To summarize, operators will need to update every service configuration file where they want to use system-admin, project-admin, project-manager, project-member, and project-reader. For example:
Set
glance-api.conf [DEFAULT] enforce_secure_defaults=True
Set
glance-api.conf [oslo_policy] enforce_scope=True
Set
glance-api.conf [oslo_policy] enforce_new_defaults=True
Set
neutron.conf [oslo_policy] enforce_scope=True
Set
neutron.conf [oslo_policy] enforce_new_defaults=True
Set
cinder.conf [oslo_policy] enforce_scope=True
Set
cinder.conf [oslo_policy] enforce_new_defaults=True
Set
ironic.conf [oslo_policy] enforce_scope=True
Set
ironic.conf [oslo_policy] enforce_new_defaults=True
Set
barbican.conf [oslo_policy] enforce_scope=True
Set
barbican.conf [oslo_policy] enforce_new_defaults=True
AA-Release Timeline¶
Update oslo.policy
enforce_scope=True
Since all services have completed Phase 1, we can update the default in oslo.policy so that enforcement checks scope by default.
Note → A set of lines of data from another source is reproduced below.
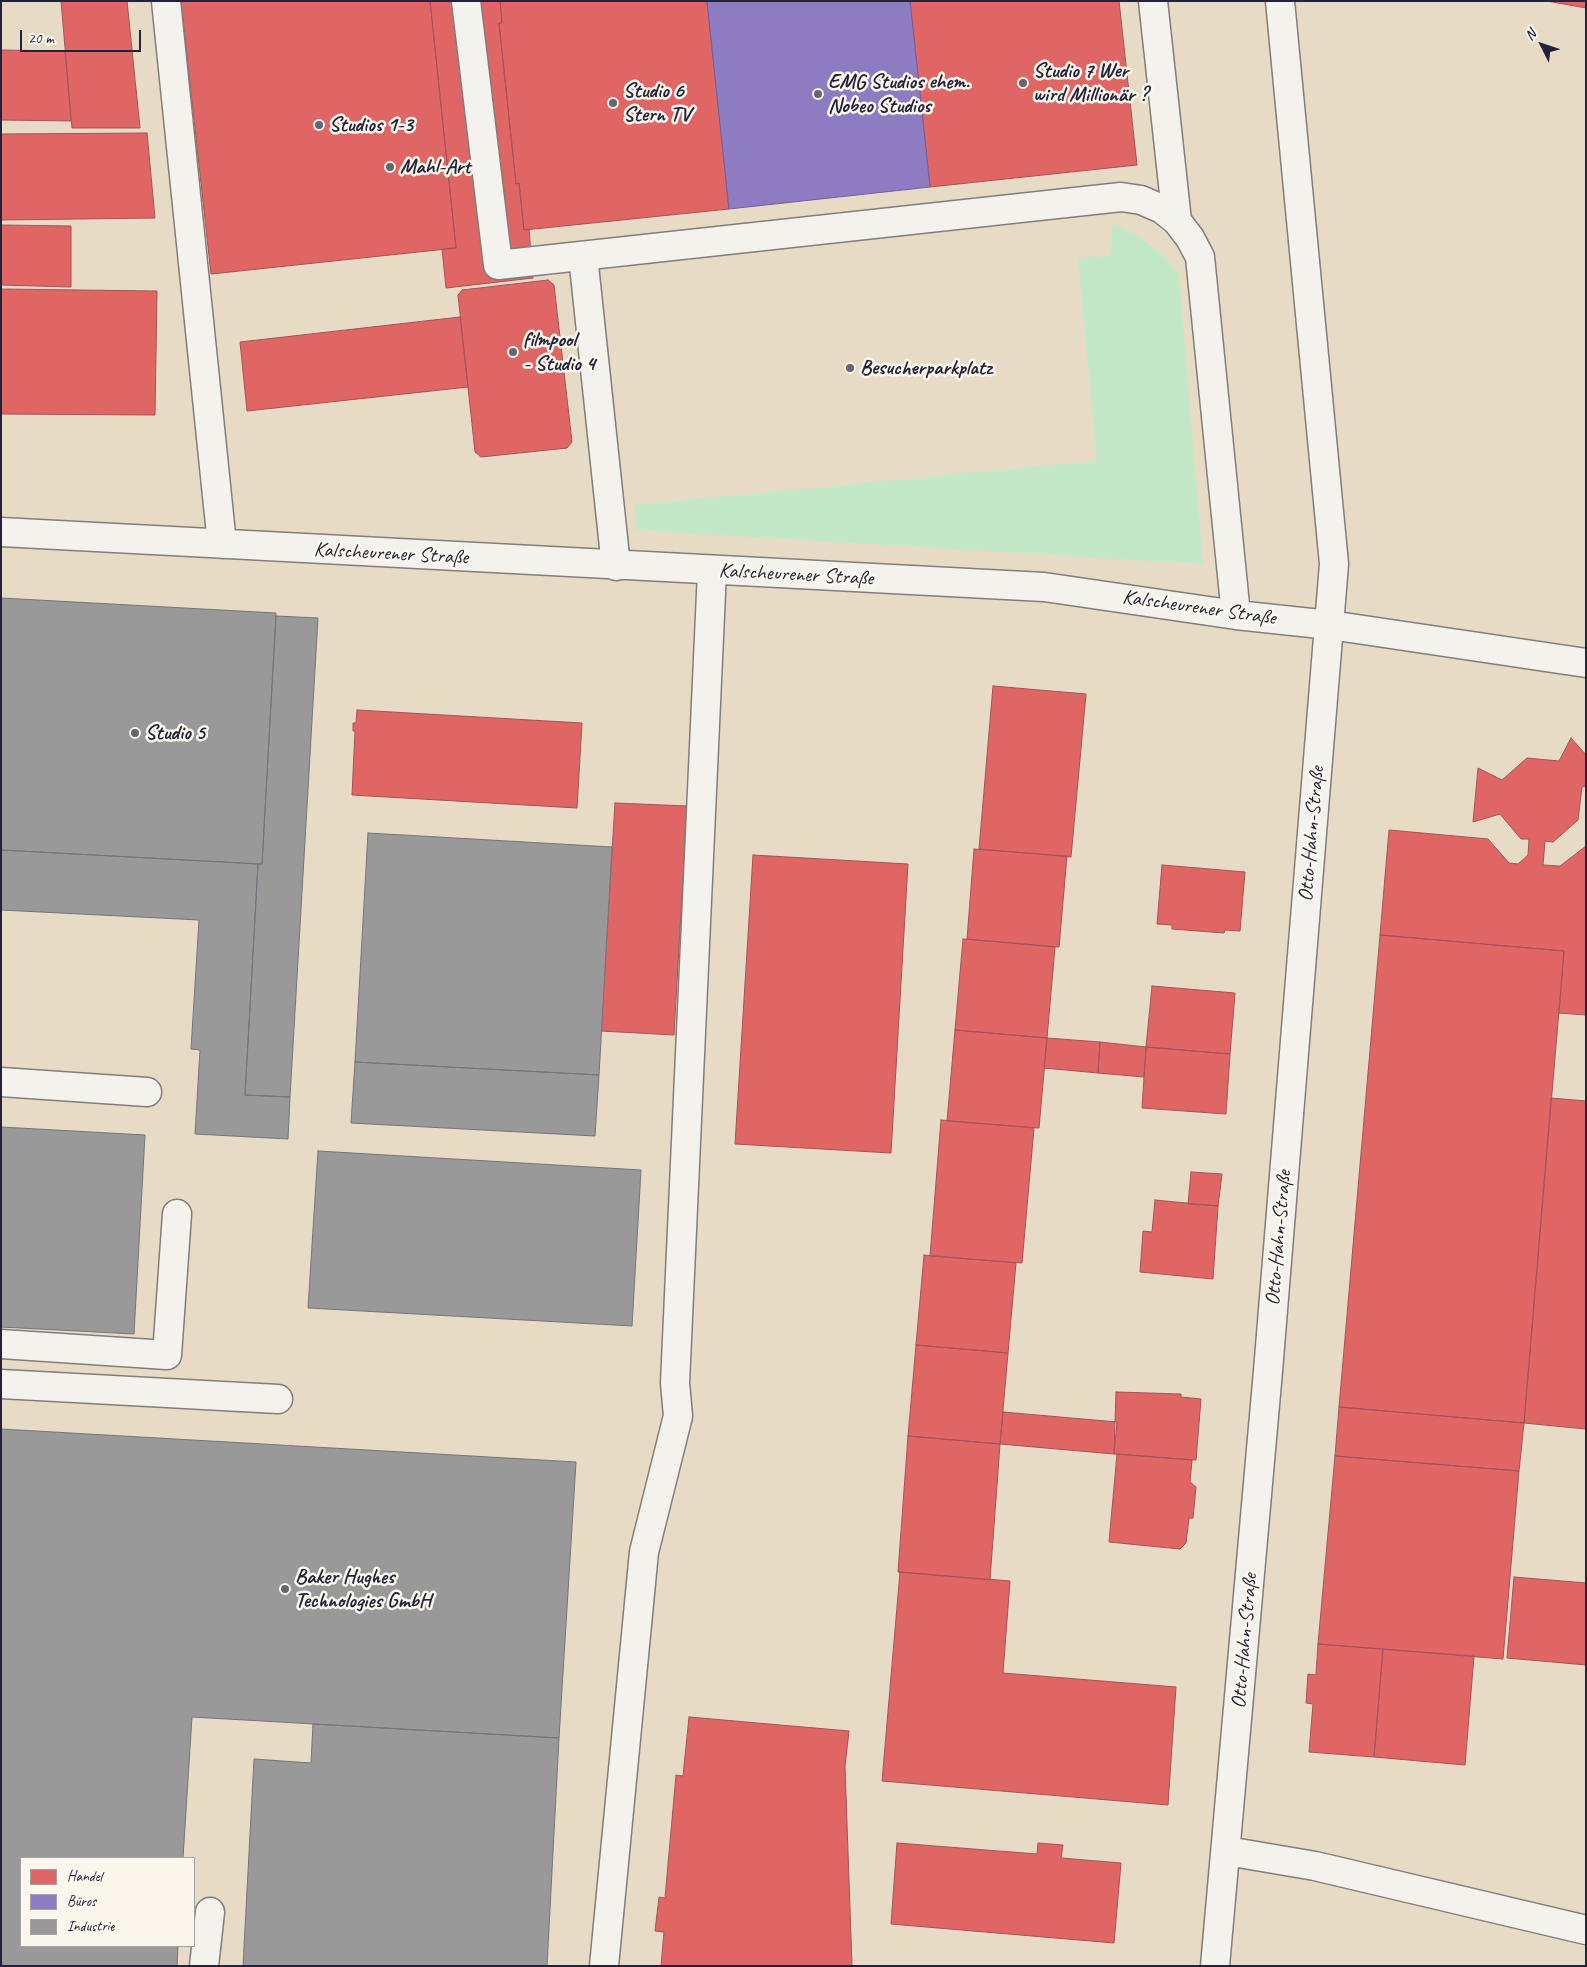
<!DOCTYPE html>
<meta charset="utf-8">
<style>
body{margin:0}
#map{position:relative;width:1587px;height:1967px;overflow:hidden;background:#e8e2d6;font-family:Caveat,sans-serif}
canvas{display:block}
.frame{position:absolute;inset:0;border:2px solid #22223b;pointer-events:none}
.legend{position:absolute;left:20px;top:1857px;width:175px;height:90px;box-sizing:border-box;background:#fbf7ec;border:1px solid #a4a2a5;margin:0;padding:6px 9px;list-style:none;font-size:15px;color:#22223b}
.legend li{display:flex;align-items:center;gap:10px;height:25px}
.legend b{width:25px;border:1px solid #a4a2a5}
.north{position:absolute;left:1517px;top:20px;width:50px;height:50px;-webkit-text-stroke:4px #fbf7ec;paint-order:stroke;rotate:311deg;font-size:14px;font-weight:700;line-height:20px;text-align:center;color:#22223b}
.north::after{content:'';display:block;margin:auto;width:18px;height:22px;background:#22223b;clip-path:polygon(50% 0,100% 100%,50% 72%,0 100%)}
.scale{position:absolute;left:20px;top:30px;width:121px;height:22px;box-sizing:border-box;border:2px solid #22223b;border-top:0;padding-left:6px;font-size:15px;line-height:18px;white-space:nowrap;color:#22223b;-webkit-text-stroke:4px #fbf7ec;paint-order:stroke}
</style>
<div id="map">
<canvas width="1587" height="1967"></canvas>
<div class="frame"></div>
<ul class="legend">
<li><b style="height:14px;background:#e06666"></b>Handel</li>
<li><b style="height:14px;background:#8e7cc3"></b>Büros</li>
<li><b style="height:14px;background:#999"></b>Industrie</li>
</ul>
<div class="north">N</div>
<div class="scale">20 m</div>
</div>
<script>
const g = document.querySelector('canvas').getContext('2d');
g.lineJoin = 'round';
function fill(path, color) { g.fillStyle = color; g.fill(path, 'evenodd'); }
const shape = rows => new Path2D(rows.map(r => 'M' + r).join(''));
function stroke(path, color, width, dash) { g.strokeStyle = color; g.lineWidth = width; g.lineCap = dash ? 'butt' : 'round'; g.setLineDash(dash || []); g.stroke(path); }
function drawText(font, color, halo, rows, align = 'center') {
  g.font = font + ' Caveat,sans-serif'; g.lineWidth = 5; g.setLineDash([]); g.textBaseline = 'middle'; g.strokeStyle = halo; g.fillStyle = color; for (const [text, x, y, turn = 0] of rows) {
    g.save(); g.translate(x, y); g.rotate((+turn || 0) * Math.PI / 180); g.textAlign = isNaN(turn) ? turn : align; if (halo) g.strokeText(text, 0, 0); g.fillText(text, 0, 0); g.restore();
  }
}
const built = shape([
 [1,1,1586,1,1586,1966,1,1966],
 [21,1858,194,1858,194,1946,21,1946]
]);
const green = shape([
 [1112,223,1137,235,1165,257,1179,275,1203,564,636,530,635,505,1097,461,1078,258,1111,256]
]);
const shops = shape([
 [61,1,127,1,140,128,72,128,61,1],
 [181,1,430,1,456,248,211,274,181,1],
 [430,1,500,1,502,23,499,23,516,184,519,183,524,230,529,229,533,278,446,288,442,249,456,248,430,1],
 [500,1,707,1,729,209,524,230,519,183,516,184,499,23,502,23,500,1],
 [910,1,1119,1,1137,165,930,187,910,1],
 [1547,1,1586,1,1586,8,1547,1],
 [1,50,65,51,71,121,1,120,1,50],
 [147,133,155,218,1,220,1,134,147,133],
 [1,225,71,226,71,287,1,285,1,225],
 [548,280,554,285,572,442,567,448,481,457,475,452,458,295,462,290,548,280],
 [1,289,157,291,155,415,1,414,1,289],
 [460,317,468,387,247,411,240,342,460,317],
 [993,686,1086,694,1071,857,979,849,993,686],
 [357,710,582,723,577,808,352,795,355,731,353,731,353,723,356,723,357,710],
 [1571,738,1586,755,1586,786,1582,787,1578,820,1553,842,1545,841,1543,865,1560,866,1586,846,1586,1015,1559,1013,1564,951,1380,935,1389,830,1488,839,1509,863,1518,864,1528,855,1529,839,1521,839,1500,814,1473,822,1478,768,1502,780,1527,758,1559,761,1571,738],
 [615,803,687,806,674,1035,601,1031,615,803],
 [974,849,1067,856,1059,947,967,939,974,849],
 [753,855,908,864,891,1153,735,1144,753,855],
 [1162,865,1245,872,1240,931,1225,930,1224,933,1172,929,1172,925,1157,924,1162,865],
 [1380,935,1564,951,1524,1423,1339,1407,1380,935],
 [963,939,1055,947,1047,1038,955,1030,963,939],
 [1152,986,1235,993,1230,1054,1146,1047,1152,986],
 [955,1030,1047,1038,1039,1128,947,1121,955,1030],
 [1047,1038,1100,1042,1098,1073,1044,1068,1047,1038],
 [1100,1042,1146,1047,1144,1077,1098,1073,1100,1042],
 [1146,1047,1230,1054,1226,1114,1142,1108,1146,1047],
 [1551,1098,1586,1101,1586,1429,1524,1423,1551,1098],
 [941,1120,1034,1128,1022,1263,930,1256,941,1120],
 [1191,1172,1222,1174,1218,1206,1188,1204,1191,1172],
 [1155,1200,1218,1206,1213,1279,1140,1272,1143,1231,1152,1232,1155,1200],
 [924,1255,1016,1263,1008,1353,916,1345,924,1255],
 [916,1345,1008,1353,1000,1444,908,1436,916,1345],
 [1116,1392,1181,1394,1181,1397,1201,1399,1196,1460,1114,1454,1116,1392],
 [1339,1407,1524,1423,1519,1471,1335,1456,1339,1407],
 [1003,1412,1117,1422,1114,1454,1000,1444,1003,1412],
 [908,1436,1000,1444,990,1580,898,1572,908,1436],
 [1117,1454,1192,1460,1190,1482,1196,1487,1193,1518,1189,1518,1186,1543,1180,1549,1109,1542,1117,1454],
 [1335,1456,1519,1471,1503,1659,1318,1644,1335,1456],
 [900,1572,1010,1581,1003,1673,1176,1687,1168,1805,882,1781,900,1572],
 [1514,1577,1586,1583,1586,1665,1507,1658,1514,1577],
 [1318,1644,1383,1649,1374,1757,1309,1752,1313,1704,1306,1703,1308,1674,1316,1675,1318,1644],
 [1383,1649,1474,1656,1465,1765,1374,1757,1383,1649],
 [689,1717,849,1731,845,1766,852,1966,661,1966,664,1932,655,1931,659,1897,665,1898,676,1775,683,1776,689,1717],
 [897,1843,1037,1854,1038,1843,1063,1845,1061,1858,1121,1863,1114,1943,891,1924,897,1843]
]);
const offices = shape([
 [707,1,910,1,930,187,729,209,707,1]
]);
const industry = shape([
 [1,598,276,613,262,864,1,850,1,598],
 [276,616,318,618,290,1097,245,1095,258,864,262,864,276,616],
 [368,833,612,847,599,1075,355,1062,368,833],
 [1,850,258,864,245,1095,290,1097,288,1139,195,1134,200,1050,191,1049,199,920,1,910,1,850],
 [355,1062,599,1075,595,1136,351,1123,355,1062],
 [1,1127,145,1135,134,1334,1,1327,1,1127],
 [318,1151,641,1170,632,1326,308,1308,318,1151],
 [1,1429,576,1462,559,1738,192,1717,183,1858,21,1858,21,1946,178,1946,177,1966,1,1966,1,1429],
 [313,1724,559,1738,547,1966,243,1966,254,1759,311,1763,313,1724]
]);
const minor = shape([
 [166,1,222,544],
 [466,1,498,265,1121,197,1141,200,1162,209,1177,221,1190,238,1200,257,1236,615],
 [1153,1,1177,221],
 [583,256,616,566],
 [1,532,1044,587,1236,615,1330,625,1586,663],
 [1,1082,147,1092],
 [1,1344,167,1355,177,1214],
 [1,1384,278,1399],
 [1227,1851,1315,1866,1586,1930],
 [204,1966,210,1912],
 [604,1966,644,1552,678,1416,675,1383,712,571],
 [1215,1966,1268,1371,1334,564,1280,1]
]);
const markers = [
 [1023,83,5,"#676571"],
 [818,94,5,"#676571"],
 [613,103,5,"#676571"],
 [319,125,5,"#676571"],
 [390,167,5,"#676571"],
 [513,352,5,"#676571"],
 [850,368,5,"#676571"],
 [135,733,5,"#676571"],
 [285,1589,5,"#676571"]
];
const poiNames = [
 ["Studio 7 Wer",1033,71],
 ["wird Millionär ?",1033,95],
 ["EMG Studios ehem.",828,82],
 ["Nobeo Studios",828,106],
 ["Studio 6",623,91],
 ["Stern TV",623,115],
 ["Studios 1-3",329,125],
 ["Mahl-Art",400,167],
 ["filmpool",523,340],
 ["- Studio 4",523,364],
 ["Besucherparkplatz",860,368],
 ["Studio 5",145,733],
 ["Baker Hughes",295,1577],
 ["Technologies GmbH",295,1601]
];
const streetNames = [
 ["Kalscheurener Straße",391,554,3],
 ["Kalscheurener Straße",796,575,3],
 ["Kalscheurener Straße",1199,608,8],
 ["Otto-Hahn-Straße",1312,834,-85],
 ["Otto-Hahn-Straße",1279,1238,-85],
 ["Otto-Hahn-Straße",1245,1641,-85]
];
fill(built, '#e8dbc6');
fill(green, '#c2e8c8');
fill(shops, '#e06666');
stroke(shops, '#a75259', 1);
fill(offices, '#8e7cc3');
stroke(offices, '#6e619a', 1);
fill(industry, '#999');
stroke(industry, '#75757d', 1);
stroke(minor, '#807d7c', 31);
stroke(minor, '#f4f2ed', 28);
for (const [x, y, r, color] of markers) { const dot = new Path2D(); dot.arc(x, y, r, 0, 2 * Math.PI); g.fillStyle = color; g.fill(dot); stroke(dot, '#fbf7ec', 2); }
drawText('bold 21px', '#22223b', '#fbf7ec', poiNames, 'left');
drawText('21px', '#22223b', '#fbf7ec', streetNames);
</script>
This will allow each service to remove code to override the
enforce_scope=True
and use the upstream default from oslo.policy.Any service that implemented Phase 1 in Yoga and enabled
enforce_scope
in Z can removed deprecated policies used to implement Phase 1 and can start implementing Phase 2
Operators consuming the AA release will have the personas delivered in Phase 1 available and enabled by default. This includes system-admin for all system-level administrative APIs, project-admin for project-level administrative APIs, project-member for common end-user interactions, and project-reader for a read-only variant of project-member.
BB-Release Timeline¶
All services can remove deprecated policies used to implement Phase 1
All services must implement Phase 2
Any service that completed Phase 2 in the AA release can remove the deprecated policies used to implement Phase 2 and start implementing Phase 3
Operators consuming the BB release will have full support for system-admin, project-admin, project-member, project-reader, and service role dedicated for service-to-service communication. Additionally, they will have a project-manager persona for elevated privileges safe for end users on a project.
CC-Release Timeline¶
All services can remove deprecated policies used to implement Phase 2
All services must implement Phase 3 and remove deprecated policies in a future release following an acceptable deprecation cycle
Any service that completed Phase 3 in the BB release can remove the deprecated policies used to implement Phase 3
Operator will have all the benefits from the BB release, as well as two additional system personas called system-member and system-reader that will enable operators, support personnel, and auditors who need access to system resources.
References¶
Policy Pop-Up Team wiki
Current State / Anticipated Impact¶
Current progress is maintained on the wiki page.